It was printed in Blue Pencil #1.
It is a counterpoint to Let's Hear It For Cheap Zines!.
The Essay
WHAT HAPPENED TO THE CHEAP ZINE? The same thing that happened to the sixty-five cent paperback. The same thing that happened to the nickel newspaper. Costs and competition killed them and reactionary measures are not the answer to spiraling costs.Five hundred copies of a one hundred page zine cost a minimum of $1200 JUST TO PRINT. No fancy art. No fancy color. Just a straight, black impressions on white paper. And mimeo won't solve the problem. A used mimeo in good condition runs $400-800 NOT INCLUDING SUPPLIES, REPAIRS, OR PAPER. Plus the cost of that inferior grade mimeo paper and short print runs is paid by the fans when the zines start to deteriorate and remaining copies run for $50-100 at auction. The editors and contributors also pay the price—in zines that sit around for years unsold and unread.
Let's face it, ZINES ARE PUBLISHED TO BE SEEN AND READ. This means they have to attract the buyer, who is older and has come to expect production values. Just look at how zines are reviewed with a discussion of graphics, bleed-through, etc. Zines are now bought like books and magazines, competitively. Color covers sell better than plain ones. Certain name artists and writers sell more copies than others. Whether this is good or bad is moot; the fact is that's what's happening. And few editors can afford to sink $1200 plus into a zine without a hope of getting back at least the bulk of that investment in time to put out the NEXT issue.
Does this mean nothing can be done to control prices? No. It DOES mean that editors must get more for their investment by stronger story editing, greater knowledge of publishing, printing, and marketing (i.e. pleasing customers) and a more responsible, professional, business-like practices. It means the handcuffs and gags have to come off Information about breakevens peripheral costs, and actual pricing and accounting methods. It means limiting the number of freebies, especially review copies. It means dropping the LITERARY AFFECTATIONS. Editors do not get university patronage or endowment grants. Zines, like trade publications, must compete for the fans discretionary funds.

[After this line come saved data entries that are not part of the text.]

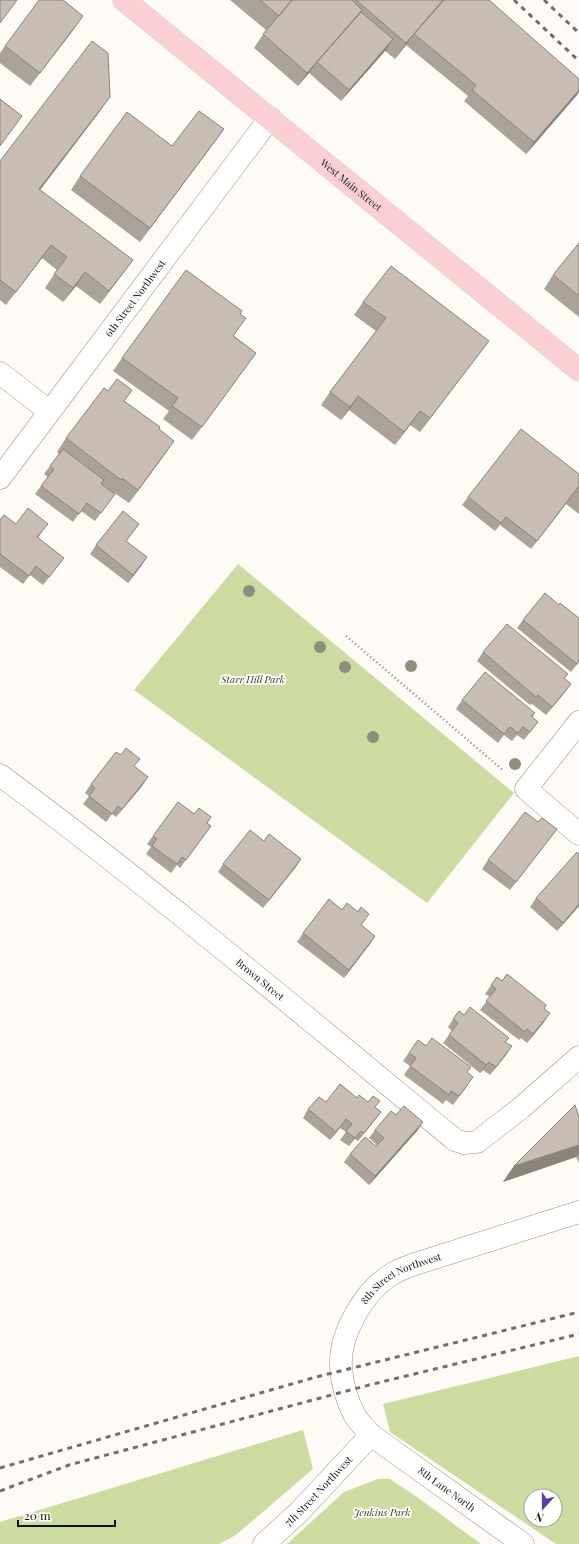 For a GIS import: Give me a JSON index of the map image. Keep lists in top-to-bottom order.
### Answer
{
  "streets": {
    "main road": ["West Main Street"],
    "street": [
      "6th Street Northwest",
      "Brown Street",
      "8th Street Northwest",
      "8th Lane North",
      "7th Street Northwest"
    ]
  },
  "crossings": [
    ["West Main Street", "6th Street Northwest"],
    ["8th Street Northwest", "8th Lane North"],
    ["8th Street Northwest", "7th Street Northwest"],
    ["8th Lane North", "7th Street Northwest"]
  ],
  "parks": ["Starr Hill Park", "Jenkins Park"],
  "scale_bar": "20 m",
  "north": "bottom"
}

Katharine Scarritt has suggested that it isn't that prices are too high, so much as it's that the fans don't feel they're getting their money's worth. This comes from editors who don't edit or who have to rush an issue, the limited amount of truly good submissions along with fandom's rising expectations, but that's another editorial. There is however one sure way for fandom to express it's dissatisfaction with the price of a zine, DON'T BUY IT! Call a boycott. Write letters of warning to the LoC zines. Complain to the editor (but be specific about what makes you think you aren't getting your money's worth). Believe me, the editor will hear you.
But don't hold your breath waiting for the return of the $2.00 zine. IT'S DEAD, JIM!.